During the evaluation trip, a topic that continued to rise to the forefront of conversation was supply chain transparency and traceability. The supply chain for cotton products imported into the United States is changing for traceability and sustainability reasons. In 2022, implementation of the United State’s Uyghur Forced Labor Prevention Act (Public Law No. 117-78 also known as the UFLPA), enforced the prohibition on the importation of goods into the United States that were manufactured wholly or in part with forced labor in the People’s Republic of China, especially from the Xinjiang Uyghur Autonomous Region, or Xinjiang.
Sonja Chapman said, “The textile and apparel manufacturing companies we met with were all focused on developing different, more transparent supply chains to comply with the U.S. UFLPA and other similar legislation they expect to be enacted in other major markets.”
The passage of UFLPA by the United States has required an immediate shift in resources and a shift in actual, physical locations of cotton product manufacturing operations. Bill Gillon noted that the evaluation trip provided clear evidence that sourcing patterns and documentation requirements are changing quickly. “As an organization, we are well positioned to help the industry face these challenges,” Gillon said.

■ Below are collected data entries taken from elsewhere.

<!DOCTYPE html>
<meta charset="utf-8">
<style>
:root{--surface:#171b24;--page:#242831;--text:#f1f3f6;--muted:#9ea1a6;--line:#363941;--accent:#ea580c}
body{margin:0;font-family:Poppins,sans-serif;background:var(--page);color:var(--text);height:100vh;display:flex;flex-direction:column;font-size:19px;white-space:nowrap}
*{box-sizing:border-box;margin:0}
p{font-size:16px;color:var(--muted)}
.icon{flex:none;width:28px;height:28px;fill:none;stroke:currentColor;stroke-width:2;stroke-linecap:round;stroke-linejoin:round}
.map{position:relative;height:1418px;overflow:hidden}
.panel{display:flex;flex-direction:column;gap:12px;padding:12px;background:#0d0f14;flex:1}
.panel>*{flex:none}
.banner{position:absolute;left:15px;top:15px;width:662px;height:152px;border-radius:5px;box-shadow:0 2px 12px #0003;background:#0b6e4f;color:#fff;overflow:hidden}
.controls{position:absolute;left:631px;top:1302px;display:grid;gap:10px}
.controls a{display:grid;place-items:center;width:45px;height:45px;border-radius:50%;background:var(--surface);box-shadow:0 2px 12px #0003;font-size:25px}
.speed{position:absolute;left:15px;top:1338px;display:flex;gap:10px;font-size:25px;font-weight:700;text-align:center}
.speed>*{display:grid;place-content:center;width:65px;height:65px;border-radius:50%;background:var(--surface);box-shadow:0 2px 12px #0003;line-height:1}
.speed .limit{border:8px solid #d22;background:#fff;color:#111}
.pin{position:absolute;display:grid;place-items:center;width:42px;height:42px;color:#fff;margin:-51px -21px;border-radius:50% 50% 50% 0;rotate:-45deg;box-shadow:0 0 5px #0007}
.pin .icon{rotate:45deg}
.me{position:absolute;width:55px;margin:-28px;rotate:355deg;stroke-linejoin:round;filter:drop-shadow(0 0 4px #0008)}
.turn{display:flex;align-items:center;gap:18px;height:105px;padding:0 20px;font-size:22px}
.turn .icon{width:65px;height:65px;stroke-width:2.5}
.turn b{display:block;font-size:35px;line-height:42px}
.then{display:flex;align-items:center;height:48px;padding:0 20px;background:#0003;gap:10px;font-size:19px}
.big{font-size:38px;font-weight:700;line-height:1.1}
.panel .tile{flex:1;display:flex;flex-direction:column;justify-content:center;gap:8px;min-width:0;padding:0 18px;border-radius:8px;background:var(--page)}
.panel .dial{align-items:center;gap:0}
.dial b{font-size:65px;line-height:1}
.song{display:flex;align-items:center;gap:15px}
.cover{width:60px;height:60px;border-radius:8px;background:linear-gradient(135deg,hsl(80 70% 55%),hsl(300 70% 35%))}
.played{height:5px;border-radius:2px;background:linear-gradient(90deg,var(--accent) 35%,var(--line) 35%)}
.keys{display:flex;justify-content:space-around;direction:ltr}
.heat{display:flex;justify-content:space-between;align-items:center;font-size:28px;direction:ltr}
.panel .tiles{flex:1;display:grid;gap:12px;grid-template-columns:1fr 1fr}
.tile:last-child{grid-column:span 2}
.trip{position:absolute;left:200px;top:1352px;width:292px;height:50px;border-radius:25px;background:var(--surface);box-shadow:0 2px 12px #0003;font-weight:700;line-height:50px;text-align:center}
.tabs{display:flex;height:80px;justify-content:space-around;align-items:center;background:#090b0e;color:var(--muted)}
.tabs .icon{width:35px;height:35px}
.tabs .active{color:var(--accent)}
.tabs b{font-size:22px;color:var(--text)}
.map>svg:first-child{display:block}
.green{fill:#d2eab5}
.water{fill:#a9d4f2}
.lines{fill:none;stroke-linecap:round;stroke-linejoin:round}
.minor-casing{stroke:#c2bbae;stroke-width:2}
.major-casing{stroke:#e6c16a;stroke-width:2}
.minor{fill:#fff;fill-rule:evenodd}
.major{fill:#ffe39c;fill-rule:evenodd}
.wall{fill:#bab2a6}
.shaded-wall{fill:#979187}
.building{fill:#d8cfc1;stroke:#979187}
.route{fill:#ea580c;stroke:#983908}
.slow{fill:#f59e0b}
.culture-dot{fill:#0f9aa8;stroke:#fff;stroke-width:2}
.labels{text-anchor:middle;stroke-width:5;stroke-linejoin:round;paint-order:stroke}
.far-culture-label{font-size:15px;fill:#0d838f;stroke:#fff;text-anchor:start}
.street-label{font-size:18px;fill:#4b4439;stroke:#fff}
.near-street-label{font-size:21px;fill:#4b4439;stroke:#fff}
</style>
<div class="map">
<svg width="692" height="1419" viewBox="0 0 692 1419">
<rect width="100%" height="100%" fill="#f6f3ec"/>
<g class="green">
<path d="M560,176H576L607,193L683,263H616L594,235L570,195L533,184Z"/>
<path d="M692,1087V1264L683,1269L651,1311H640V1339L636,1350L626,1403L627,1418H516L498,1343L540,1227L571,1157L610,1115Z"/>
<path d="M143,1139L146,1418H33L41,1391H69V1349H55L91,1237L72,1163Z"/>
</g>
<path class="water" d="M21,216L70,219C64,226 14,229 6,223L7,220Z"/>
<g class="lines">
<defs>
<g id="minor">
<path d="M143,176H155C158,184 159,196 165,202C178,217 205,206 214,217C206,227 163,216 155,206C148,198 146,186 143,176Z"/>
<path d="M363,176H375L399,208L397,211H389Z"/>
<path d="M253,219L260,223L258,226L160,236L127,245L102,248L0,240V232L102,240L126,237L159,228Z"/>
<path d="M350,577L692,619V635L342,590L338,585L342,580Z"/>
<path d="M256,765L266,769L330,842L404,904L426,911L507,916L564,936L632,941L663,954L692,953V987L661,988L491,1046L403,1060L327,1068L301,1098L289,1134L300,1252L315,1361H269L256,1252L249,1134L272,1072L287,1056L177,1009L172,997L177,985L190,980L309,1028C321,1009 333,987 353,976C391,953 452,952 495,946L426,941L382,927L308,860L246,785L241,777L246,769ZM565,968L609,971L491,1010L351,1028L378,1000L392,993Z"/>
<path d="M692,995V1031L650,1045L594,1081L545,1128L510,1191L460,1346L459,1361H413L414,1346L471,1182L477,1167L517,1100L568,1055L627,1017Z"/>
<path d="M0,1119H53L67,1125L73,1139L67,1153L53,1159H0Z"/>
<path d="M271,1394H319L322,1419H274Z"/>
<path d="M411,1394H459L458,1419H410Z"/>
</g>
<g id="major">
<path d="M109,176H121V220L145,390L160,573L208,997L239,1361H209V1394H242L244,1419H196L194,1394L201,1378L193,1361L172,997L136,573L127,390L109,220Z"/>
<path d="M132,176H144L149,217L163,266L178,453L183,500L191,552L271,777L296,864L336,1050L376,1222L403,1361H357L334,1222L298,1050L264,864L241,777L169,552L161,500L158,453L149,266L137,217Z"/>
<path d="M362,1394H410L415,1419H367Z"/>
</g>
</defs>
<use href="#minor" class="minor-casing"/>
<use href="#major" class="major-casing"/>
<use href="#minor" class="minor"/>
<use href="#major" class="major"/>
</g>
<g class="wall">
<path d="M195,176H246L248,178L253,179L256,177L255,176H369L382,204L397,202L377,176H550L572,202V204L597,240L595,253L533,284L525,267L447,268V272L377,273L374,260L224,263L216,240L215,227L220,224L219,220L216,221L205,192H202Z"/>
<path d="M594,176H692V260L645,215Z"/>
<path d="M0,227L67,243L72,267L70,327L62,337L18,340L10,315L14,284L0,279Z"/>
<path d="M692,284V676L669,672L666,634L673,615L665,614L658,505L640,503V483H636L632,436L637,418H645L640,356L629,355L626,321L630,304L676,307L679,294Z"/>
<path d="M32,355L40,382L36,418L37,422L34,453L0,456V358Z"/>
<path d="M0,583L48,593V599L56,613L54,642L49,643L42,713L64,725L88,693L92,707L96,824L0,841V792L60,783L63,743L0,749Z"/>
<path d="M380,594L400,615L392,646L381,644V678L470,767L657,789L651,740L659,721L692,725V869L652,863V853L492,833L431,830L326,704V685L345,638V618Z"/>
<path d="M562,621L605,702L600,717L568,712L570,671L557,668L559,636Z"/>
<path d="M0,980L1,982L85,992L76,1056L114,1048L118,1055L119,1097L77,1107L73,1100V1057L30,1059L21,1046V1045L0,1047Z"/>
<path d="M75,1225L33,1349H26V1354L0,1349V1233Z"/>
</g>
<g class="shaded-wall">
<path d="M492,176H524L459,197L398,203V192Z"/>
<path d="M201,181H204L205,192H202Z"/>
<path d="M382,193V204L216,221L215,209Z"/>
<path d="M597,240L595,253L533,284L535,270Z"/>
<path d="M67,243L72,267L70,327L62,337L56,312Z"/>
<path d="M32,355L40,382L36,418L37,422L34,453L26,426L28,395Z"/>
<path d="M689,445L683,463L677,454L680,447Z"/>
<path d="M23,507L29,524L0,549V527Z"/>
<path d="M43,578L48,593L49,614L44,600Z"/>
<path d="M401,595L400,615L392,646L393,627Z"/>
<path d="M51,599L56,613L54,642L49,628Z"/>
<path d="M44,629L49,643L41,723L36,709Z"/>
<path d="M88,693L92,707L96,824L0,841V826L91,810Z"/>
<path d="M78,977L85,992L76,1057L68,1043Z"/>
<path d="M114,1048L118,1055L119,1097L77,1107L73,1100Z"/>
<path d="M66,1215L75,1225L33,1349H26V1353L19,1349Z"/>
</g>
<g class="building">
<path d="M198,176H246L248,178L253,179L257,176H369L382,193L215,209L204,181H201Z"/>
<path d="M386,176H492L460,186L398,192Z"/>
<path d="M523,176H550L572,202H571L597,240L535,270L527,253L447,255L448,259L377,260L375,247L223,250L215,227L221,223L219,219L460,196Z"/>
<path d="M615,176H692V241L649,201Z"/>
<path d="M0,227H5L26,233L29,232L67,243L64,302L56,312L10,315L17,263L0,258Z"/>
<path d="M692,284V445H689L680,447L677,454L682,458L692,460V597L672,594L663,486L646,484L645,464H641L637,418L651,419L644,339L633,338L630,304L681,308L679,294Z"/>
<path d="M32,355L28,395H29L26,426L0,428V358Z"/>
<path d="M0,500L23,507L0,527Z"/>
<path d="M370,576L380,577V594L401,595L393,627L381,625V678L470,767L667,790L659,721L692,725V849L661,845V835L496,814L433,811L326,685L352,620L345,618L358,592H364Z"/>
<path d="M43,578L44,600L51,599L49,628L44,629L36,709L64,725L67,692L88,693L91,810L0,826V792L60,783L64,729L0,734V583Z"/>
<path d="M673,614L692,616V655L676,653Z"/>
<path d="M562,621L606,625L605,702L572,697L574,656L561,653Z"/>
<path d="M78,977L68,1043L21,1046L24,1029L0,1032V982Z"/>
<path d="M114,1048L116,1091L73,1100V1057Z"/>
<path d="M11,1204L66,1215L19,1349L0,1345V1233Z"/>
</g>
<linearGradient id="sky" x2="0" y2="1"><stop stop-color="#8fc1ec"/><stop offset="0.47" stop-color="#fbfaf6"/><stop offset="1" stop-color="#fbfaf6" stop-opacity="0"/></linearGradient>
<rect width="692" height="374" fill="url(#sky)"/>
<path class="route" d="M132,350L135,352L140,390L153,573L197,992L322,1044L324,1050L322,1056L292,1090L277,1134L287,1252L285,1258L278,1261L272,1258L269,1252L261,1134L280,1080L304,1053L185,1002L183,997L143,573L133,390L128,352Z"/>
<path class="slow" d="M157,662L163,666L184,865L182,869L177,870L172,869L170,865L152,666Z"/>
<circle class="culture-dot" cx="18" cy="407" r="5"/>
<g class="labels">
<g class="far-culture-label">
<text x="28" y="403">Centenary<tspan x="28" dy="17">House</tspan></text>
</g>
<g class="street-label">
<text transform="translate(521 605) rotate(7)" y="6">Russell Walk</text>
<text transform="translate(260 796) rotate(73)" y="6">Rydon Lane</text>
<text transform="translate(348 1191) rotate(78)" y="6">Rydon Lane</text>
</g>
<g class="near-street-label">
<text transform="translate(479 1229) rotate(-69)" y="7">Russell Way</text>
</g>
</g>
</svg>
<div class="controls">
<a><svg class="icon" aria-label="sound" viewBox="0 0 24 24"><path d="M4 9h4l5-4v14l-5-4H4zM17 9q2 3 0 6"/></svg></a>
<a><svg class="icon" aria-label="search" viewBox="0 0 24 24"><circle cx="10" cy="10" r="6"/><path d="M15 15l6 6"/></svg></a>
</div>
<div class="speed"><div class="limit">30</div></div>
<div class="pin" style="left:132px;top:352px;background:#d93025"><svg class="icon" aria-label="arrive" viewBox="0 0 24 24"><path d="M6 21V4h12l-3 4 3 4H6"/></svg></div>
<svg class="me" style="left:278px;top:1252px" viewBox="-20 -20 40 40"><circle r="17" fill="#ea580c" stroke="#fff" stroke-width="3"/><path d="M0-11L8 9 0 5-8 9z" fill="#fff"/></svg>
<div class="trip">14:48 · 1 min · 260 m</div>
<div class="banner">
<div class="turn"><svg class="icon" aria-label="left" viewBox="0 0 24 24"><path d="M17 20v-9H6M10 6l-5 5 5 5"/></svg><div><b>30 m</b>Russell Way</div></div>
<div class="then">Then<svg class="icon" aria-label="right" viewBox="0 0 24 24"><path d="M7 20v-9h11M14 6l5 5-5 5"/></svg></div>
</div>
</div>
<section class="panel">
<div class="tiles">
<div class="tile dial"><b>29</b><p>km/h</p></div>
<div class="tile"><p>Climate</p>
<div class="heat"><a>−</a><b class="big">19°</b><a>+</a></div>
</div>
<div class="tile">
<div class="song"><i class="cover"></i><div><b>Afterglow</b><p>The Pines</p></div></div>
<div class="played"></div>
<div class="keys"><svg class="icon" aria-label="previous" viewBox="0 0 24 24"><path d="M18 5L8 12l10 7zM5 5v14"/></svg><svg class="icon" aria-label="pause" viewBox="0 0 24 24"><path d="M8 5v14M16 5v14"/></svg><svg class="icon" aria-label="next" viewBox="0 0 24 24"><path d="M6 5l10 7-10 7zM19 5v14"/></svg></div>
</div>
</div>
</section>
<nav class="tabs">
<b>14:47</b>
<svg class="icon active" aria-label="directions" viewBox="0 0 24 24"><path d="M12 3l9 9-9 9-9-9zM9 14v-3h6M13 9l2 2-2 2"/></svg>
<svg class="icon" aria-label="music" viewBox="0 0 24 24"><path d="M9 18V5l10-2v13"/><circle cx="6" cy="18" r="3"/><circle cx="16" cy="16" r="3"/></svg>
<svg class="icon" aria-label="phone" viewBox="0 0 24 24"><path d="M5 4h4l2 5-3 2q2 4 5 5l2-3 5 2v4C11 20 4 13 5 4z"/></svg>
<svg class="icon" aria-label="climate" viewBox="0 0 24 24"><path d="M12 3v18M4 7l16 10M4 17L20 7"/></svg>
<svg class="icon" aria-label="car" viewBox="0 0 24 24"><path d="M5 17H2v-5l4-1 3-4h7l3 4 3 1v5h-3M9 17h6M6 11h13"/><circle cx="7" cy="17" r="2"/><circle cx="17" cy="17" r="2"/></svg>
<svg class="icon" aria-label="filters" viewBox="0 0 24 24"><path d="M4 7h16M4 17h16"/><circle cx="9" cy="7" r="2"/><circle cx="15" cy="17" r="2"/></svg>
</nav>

The evaluation revealed a strong, intelligent, committed Cotton Incorporated staff in Asia that seems cohesive, happy and energetic. The trip provided the delegation with overwhelming evidence that Cotton Incorporated is working with cotton users at every stage of the processing and retail process to enhance the use of cotton and to enhance cotton’s market performance in international markets.